- **Task brief**
Search the data for the string "played" and gather each line it is in.

BEGIN

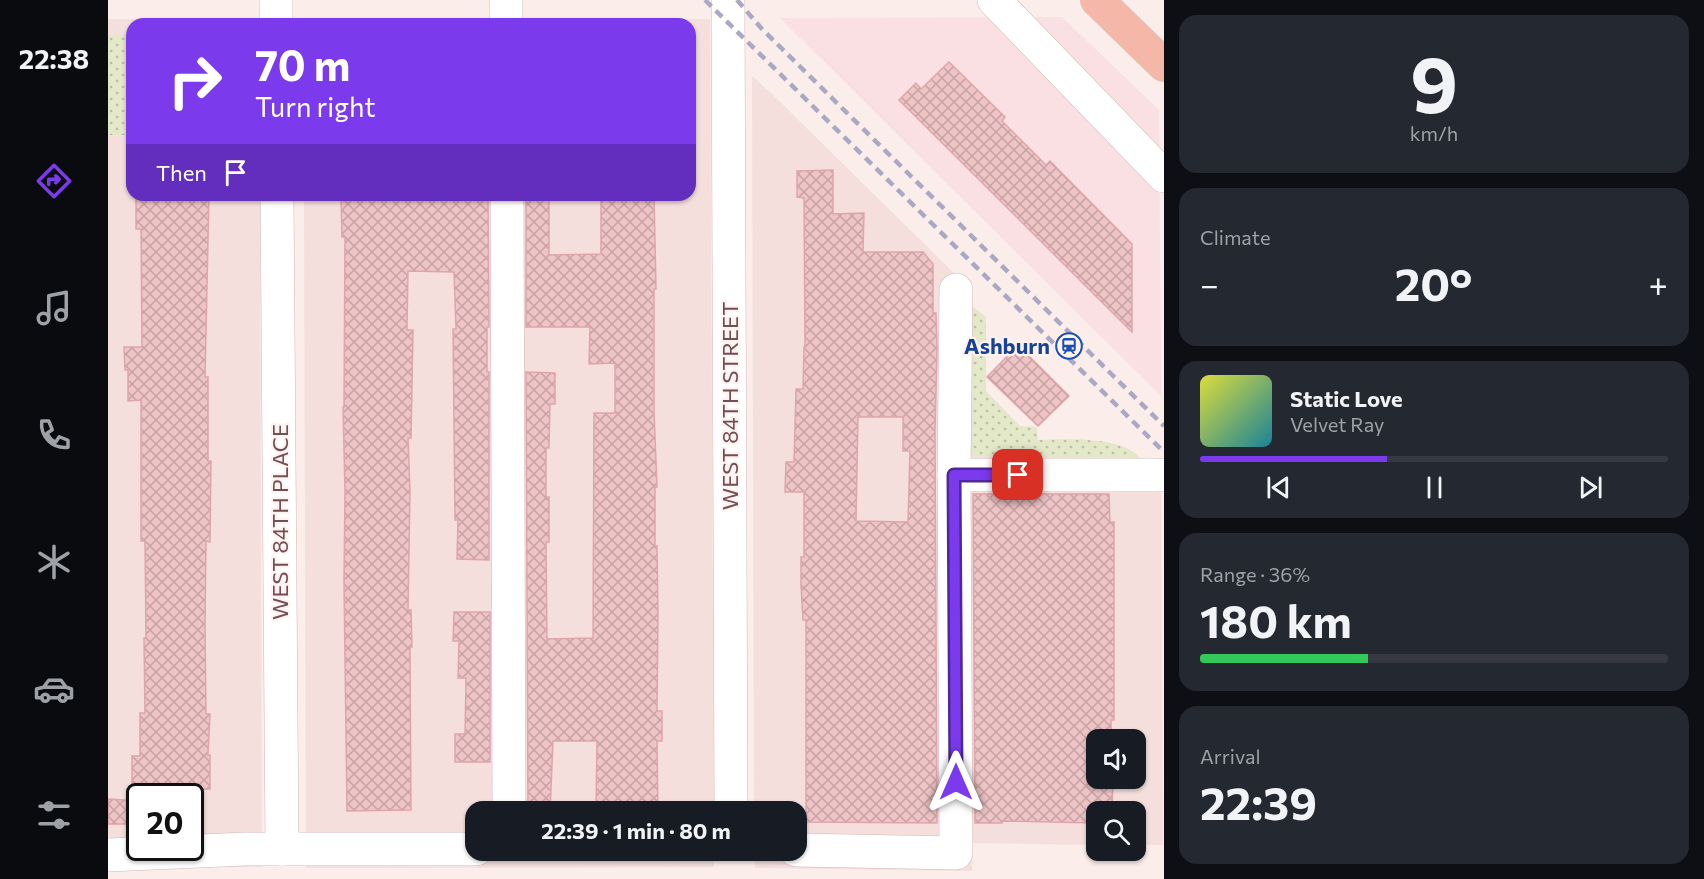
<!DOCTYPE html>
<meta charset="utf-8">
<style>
:root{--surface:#171b24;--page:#242831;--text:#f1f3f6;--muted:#9ea1a6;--line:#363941;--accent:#7c3aed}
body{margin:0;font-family:Commissioner,sans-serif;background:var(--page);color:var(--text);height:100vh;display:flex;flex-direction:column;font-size:22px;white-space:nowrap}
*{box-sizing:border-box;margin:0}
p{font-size:20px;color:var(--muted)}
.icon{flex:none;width:33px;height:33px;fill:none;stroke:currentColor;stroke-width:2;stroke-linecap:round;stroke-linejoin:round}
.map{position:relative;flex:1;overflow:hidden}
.side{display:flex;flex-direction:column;gap:15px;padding:15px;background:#0d0f14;width:540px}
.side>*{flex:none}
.banner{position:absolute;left:18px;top:18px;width:570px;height:183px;border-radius:18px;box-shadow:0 2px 4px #0004;background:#7c3aed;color:#fff;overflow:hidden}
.controls{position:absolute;left:978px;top:729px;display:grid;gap:12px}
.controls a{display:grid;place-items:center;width:60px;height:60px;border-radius:12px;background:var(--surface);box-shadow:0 2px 4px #0004;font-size:30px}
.speed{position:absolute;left:18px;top:783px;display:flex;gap:12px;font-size:30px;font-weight:700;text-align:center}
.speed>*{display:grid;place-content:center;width:78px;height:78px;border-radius:50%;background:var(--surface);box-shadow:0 2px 4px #0004;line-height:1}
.speed .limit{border:3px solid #111;border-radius:9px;background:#fff;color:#111}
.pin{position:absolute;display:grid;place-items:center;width:51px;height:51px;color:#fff;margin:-26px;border-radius:12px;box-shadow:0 3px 9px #0006}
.me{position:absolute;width:66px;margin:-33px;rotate:0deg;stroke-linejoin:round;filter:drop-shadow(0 0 4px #0008)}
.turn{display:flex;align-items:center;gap:21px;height:126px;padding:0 30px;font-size:27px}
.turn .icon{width:78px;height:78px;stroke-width:2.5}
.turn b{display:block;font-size:42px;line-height:51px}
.then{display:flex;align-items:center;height:57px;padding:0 30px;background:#0003;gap:12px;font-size:22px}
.big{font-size:45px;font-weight:700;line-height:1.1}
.side .card{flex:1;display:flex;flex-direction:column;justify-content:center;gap:9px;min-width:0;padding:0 21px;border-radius:18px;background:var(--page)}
.side .dial{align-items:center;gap:0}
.dial b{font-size:78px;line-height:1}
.song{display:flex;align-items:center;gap:18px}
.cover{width:72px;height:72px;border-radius:9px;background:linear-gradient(135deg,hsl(60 70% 55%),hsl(190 70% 35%))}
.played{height:6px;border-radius:3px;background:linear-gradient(90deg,var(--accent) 40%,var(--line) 40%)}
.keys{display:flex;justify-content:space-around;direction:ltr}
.heat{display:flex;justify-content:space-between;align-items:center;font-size:33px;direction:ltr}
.charge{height:9px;border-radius:4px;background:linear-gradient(90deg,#34c759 36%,var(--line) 0)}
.trip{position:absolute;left:357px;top:801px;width:342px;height:60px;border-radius:18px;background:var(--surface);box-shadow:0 2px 4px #0004;font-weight:700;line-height:60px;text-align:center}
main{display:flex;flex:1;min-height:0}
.tab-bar{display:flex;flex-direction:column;width:108px;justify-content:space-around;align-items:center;background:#090b0e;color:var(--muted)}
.tab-bar .icon{width:42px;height:42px}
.tab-bar .current{color:var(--accent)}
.tab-bar b{font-size:27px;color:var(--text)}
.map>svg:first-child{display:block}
.residential{fill:#f4dfdc;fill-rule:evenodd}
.commercial{fill:#fadfe3}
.grass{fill:url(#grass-dots)}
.building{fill:url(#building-cross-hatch);stroke:#e0a5a9;stroke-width:1.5;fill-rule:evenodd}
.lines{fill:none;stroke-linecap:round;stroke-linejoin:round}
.minor-casing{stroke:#d2b7b7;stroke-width:34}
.major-casing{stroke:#d5cacb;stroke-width:34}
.minor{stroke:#fff;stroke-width:33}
.major{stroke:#f4b7a8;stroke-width:33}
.rail{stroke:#aba8c5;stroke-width:4.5;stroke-dasharray:9 6;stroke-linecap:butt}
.route-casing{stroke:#51269a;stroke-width:15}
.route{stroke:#7c3aed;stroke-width:10}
.labels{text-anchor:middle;stroke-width:4.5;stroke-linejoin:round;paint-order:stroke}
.transit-label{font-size:22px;font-weight:bold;fill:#164399;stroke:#fef3f0;text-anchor:end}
.street-label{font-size:22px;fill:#744f52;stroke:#fef3f0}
</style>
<main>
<nav class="tab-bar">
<b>22:38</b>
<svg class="icon current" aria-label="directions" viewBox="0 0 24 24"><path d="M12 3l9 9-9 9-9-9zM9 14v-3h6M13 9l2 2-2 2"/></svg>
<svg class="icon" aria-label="music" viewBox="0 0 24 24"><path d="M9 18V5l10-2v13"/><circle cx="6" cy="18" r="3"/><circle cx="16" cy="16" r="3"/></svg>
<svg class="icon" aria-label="phone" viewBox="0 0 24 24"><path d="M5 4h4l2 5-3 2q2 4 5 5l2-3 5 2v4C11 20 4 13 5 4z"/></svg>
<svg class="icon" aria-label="climate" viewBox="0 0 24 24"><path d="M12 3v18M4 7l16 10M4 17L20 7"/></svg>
<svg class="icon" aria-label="car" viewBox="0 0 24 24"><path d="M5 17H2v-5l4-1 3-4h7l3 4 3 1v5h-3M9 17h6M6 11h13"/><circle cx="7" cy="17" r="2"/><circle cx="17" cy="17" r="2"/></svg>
<svg class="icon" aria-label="filters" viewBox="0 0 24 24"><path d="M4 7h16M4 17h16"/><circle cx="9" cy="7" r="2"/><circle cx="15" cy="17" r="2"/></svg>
</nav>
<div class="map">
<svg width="1056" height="879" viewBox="0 0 1056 879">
<defs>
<pattern id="grass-dots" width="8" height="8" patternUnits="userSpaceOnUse" patternTransform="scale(1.5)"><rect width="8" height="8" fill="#e3e8c9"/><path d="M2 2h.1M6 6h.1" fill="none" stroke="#bdbea6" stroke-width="1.8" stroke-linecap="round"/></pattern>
<pattern id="building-cross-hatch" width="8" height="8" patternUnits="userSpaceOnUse" patternTransform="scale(1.5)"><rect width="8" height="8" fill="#eec4c6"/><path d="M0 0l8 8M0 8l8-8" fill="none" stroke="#c5a2a3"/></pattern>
</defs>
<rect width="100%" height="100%" fill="#fbedea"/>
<g class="residential">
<path d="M0 19H151V24H24V195H152L154 867H0ZM32 796H82V848H32Z"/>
<path d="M602 19 606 811 368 812V850L606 851V867L198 868 196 195H582V24H196V21Z"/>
<path d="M644 76 664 94 860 287V456L1053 458 1055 845H1028V812H988V845L864 843V871L647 868 646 851 688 850V812L646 811ZM988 740H1028V778H988Z"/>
</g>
<path class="commercial" d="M954 17 1051 110 1053 396 672 18Z"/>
<g class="grass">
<rect x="0" y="35" width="24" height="100"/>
<path d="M860 303 878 317V391L912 426 929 427 930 440C956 439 1015 436 1032 458L860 456Z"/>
</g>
<g class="building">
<path d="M841 62 897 117 894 121 938 165 942 161 1024 244V332L791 100 808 83 813 89Z"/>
<path d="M725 170V214L756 213 755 252H815L825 264V313H828L829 349 827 431 829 823 698 822V620H695L693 585V557H696V492H677L678 462H686L688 389H695L696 347H697L696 198 689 197V171ZM750 417H795V451H802L800 522 748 521Z"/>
<path d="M28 195H101L97 377H100V461H103L102 542 98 541 97 624 98 714H102L100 755H102V789L24 790V756H32V713H37L36 638H38L37 541H33V400L20 401V370H17L16 347H34L33 229H28Z"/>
<path d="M233 195H380L381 327H379V372H381V560L349 559 350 520H347L345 329H348L346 272 300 271 299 326V330H305L303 438H300L302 491 300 610H303L304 647H302L303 810 239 811 236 583 237 491 235 407H236L237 237H234Z"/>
<path d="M418 195H441V255L493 254V195H546L548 289H546V412L549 487H547V546H549L550 613 549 711H554V741H549L550 812H488L489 741H445L442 812H420L418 372 447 373V404H442L441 448H438V497H441V542H438L439 639 485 638 486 413H507V363L481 364 482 327H418Z"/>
<path d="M910 345 961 396 930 426 879 377Z"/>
<path d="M865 494H1001L1002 522H1006V720H1003V740H988V778H1005L1004 812H988V823L894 821V823H867Z"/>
<path d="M346 612H382V762H347V734H357L358 678H350L351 641H345Z"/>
<path d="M0 799 32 801V824H0Z"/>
</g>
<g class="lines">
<g class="minor-casing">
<g id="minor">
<path d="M168 0V24"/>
<path d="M620 0 623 812"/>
<path d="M886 0 1056 176"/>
<path d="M398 24V0"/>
<path d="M169 195 174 849"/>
<path d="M399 195 401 812"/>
<path d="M846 475H1056"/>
<path d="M688 850 848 853 846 475 848 290"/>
<path d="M0 855 137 849H368"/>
</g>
</g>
<g class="major-casing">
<path id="major" d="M989 0 1056 65"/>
</g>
<use href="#minor" class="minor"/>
<use href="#major" class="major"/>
<g class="rail">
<path d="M597 0 1056 452"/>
<path d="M629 0 654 29 1056 426"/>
</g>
</g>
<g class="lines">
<g class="route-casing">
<path id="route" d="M848 782 846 475H910"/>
</g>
<use href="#route" class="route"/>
</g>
<defs>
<g id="station-ring" transform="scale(1.35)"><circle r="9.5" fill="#fef3f0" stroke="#1a4fb4" stroke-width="1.5"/><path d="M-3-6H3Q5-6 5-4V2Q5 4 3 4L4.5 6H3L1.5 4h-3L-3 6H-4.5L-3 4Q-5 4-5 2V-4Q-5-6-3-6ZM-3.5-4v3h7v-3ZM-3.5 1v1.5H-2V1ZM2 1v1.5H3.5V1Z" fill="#1a4fb4"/></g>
</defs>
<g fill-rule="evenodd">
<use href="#station-ring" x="961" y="346"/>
</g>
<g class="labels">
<g class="transit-label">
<text x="942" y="354">Ashburn</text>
</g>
<g class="street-label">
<text transform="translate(622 406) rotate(-90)" y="8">WEST 84TH STREET</text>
<text transform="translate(172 522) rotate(-90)" y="8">WEST 84TH PLACE</text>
</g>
</g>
</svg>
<div class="controls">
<a><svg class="icon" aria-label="sound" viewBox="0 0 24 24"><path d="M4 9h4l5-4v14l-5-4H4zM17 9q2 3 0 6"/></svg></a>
<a><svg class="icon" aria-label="search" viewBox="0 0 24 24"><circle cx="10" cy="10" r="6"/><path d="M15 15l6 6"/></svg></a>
</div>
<div class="speed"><div class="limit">20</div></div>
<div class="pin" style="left:910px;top:475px;background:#d93025"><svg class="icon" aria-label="arrive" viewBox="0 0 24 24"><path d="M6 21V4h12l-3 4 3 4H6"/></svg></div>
<svg class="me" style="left:848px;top:782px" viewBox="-20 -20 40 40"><path d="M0-17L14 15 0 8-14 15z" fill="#7c3aed" stroke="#fff" stroke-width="4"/></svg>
<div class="trip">22:39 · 1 min · 80 m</div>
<div class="banner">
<div class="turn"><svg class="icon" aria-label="right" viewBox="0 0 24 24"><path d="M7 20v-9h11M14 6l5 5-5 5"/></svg><div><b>70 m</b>Turn right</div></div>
<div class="then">Then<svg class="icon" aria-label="arrive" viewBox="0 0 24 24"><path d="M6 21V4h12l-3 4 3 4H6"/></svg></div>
</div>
</div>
<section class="side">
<div class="card dial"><b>9</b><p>km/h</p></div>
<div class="card"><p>Climate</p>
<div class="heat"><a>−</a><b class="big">20°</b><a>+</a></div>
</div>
<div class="card">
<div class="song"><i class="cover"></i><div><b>Static Love</b><p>Velvet Ray</p></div></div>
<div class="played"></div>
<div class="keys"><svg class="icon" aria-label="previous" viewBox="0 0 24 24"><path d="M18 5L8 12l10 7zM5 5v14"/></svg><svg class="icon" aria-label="pause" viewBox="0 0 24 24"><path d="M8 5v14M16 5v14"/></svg><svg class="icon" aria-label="next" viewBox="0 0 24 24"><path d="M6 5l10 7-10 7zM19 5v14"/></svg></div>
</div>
<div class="card"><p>Range · 36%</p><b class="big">180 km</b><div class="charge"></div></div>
<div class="card"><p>Arrival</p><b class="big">22:39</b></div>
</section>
</main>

END

- **Task solution**
.played{height:6px;border-radius:3px;background:linear-gradient(90deg,var(--accent) 40%,var(--line) 40%)}
<div class="played"></div>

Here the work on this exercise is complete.